The GAO found that the cap-and-trade scheme successfully created a working carbon market, "but its effects on emissions, the European economy, and technology investment are less certain." The report noted that the use of carbon offsets can "undermine the system's integrity" because there is no way to ensure that the projects invested in would not have been built anyway, or that they will last long enough to reduce the amount of emissions that they are expected to reduce. Carbon offsets, the report concluded "involve fundamental tradeoffs and may not be a reliable long-term approach to climate change mitigation."
Yvo de Boer, executive secretary of the UN Framework Convention on Climate Change, said that, while the program can certainly be improved, the fundamentals of the system were sound. Mr. de Boer, who is attending the UN climate summit in Poznań, Poland,
"It's not as though we're printing money in the garage," de Boer told Reuters, adding that there are mechanisms in place to verify the emissions cuts. "There is room for improvement and there are projects that perhaps make it through that shouldn't have...we are in a learning experience."
A complex system
The GAO is not alone in saying that cap-and-trade systems are an invitation to abuse. The Times, a British daily, ran a story this week describing the system as "the greatest and most complex commodity trading market the world has ever seen." It quotes leading US climate scientist James Hansen, who calls the approach "terrible":
“Carbon trading does not solve the emission problem at all,” he says. “In fact it gives industries a way to avoid reducing their emissions. The rules are too complex and it creates an entirely new class of lobbyists and fat cats.”
The Times's Jonathan Leake offers a pungent example of how this can happen:
Daniel Co, a Filipino pig farmer, used to shovel the dung from his 10,000 animals into ponds on his Uni-Rich Agro Industrial farm. The manure generated thousands of tons of methane, a global warming gas, but Co did not want to spend £110,000 on kit to trap the gas.
Then EcoSecurities, a British carbon trading firm, worked out that anything that captured the methane would entitle the farmer annually to nearly 3,000 “certified emission reductions” – the nearest thing to a carbon trading currency.
EcoSecurities did the paperwork for Co and gave him just over £2 per certificate. He put in the methane-capture kit, generating power and saving about £24,000 a year in utility bills. EcoSecurities sells the CERs for about £10 each to a French bank, which sells them on to power plants that need to offset emissions.

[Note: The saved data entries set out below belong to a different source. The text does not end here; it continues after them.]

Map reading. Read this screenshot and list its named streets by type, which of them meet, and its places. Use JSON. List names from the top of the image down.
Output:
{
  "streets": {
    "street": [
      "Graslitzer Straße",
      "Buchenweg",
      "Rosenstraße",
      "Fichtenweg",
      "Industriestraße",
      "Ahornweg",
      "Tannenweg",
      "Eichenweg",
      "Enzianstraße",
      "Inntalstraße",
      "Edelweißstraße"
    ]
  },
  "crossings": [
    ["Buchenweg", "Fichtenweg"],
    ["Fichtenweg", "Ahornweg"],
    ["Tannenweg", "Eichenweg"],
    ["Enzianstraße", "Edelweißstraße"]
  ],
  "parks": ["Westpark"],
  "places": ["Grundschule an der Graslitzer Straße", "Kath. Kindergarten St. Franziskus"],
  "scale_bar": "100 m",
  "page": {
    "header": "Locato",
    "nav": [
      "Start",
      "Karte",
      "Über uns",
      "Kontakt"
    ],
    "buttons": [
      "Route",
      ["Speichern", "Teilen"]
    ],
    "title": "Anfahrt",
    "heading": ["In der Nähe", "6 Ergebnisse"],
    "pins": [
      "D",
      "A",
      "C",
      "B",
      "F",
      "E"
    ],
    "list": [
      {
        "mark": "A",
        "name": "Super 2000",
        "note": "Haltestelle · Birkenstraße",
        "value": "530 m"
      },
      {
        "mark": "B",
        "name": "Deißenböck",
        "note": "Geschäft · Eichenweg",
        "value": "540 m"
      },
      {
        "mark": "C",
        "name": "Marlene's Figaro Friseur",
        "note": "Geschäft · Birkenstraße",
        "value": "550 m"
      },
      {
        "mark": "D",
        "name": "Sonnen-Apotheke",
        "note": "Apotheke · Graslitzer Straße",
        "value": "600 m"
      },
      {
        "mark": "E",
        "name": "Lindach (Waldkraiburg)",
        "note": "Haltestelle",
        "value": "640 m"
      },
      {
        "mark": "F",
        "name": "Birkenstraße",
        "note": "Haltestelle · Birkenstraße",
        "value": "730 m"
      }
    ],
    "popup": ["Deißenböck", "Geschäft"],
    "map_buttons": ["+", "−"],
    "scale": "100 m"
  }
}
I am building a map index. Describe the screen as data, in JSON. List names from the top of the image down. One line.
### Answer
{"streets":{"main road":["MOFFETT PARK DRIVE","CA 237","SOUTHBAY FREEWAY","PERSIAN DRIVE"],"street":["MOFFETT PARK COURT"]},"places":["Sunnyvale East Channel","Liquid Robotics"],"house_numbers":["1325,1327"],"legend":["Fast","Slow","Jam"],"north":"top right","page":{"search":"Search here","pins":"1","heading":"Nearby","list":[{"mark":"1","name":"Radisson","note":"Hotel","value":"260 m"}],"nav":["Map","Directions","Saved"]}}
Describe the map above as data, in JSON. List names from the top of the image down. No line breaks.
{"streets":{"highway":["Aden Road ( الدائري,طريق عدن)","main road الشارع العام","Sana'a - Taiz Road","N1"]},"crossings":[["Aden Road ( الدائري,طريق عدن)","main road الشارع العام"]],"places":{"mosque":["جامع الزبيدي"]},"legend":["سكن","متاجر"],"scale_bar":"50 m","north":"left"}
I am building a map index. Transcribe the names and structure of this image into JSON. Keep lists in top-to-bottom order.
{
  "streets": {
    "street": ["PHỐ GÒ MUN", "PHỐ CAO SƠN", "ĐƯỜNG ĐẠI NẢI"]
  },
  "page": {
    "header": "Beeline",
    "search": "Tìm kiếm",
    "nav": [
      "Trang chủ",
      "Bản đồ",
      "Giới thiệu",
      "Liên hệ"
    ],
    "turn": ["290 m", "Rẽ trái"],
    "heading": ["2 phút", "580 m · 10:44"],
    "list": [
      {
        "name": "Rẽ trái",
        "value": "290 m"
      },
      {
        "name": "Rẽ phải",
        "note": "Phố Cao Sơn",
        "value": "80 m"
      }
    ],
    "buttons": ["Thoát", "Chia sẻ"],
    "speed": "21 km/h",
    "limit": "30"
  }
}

The consumer pays through higher bills. A nice little earner for everyone except the poor mugs (us) at the end of the chain – but can it save the planet?
Mr. Leake notes that Britains carbon trading sector already employs about 3,000 people and has created "few dozen new millionaires."
Instead of of a cap-and-trade system, Mr. Hansen endorses a straightforward carbon tax. In a letter to president-elect Barack Obama [PDF] last month, the NASA climatologist proposed taxing fossil fuels at the mine, derrick, or port of entry, and turning all of the revenues over to the public:
The entire tax should be returned to the public, equal shares on a per capita basis (half shares for children up to a maximum of two child-shares per family), deposited monthly in bank accounts. No bureaucracy is needed.
A tax should be called a tax. The public can understand this and will accept a tax if it is clearly explained and if 100 percent of the money is returned to the public. Not one dime should go to Washington for politicians to pick winners. No lobbyists need be employed.
The public will take steps to reduce their emissions because they will continually be reminded of the matter by the monthly dividend and by rising fossil fuel costs. It must be clearly explained to the public that the tax rate will continue to increase in the future.
A carbon tax has attracted other endorsements. The consumer advocate and electoral gadfly Ralph Nader and the Canadian journailst Toby Heaps called for a global carbon tax in an op-ed in Wednesday's Wall Street Journal. And in a speech this July, Al Gore said that he has long supported a sharp reduction in payroll taxes with the difference made up for in carbon taxes. "We should tax what we burn," he said, "not what we earn."
Despite these endorsements a carbon tax seems unlikely in today's political climate. Mr. Obama has long endorsed cap-and-trade as a way of achieving an 80 percent reduction in US greenhouse emissions by 2050, and he has shown no signs of changing his mind.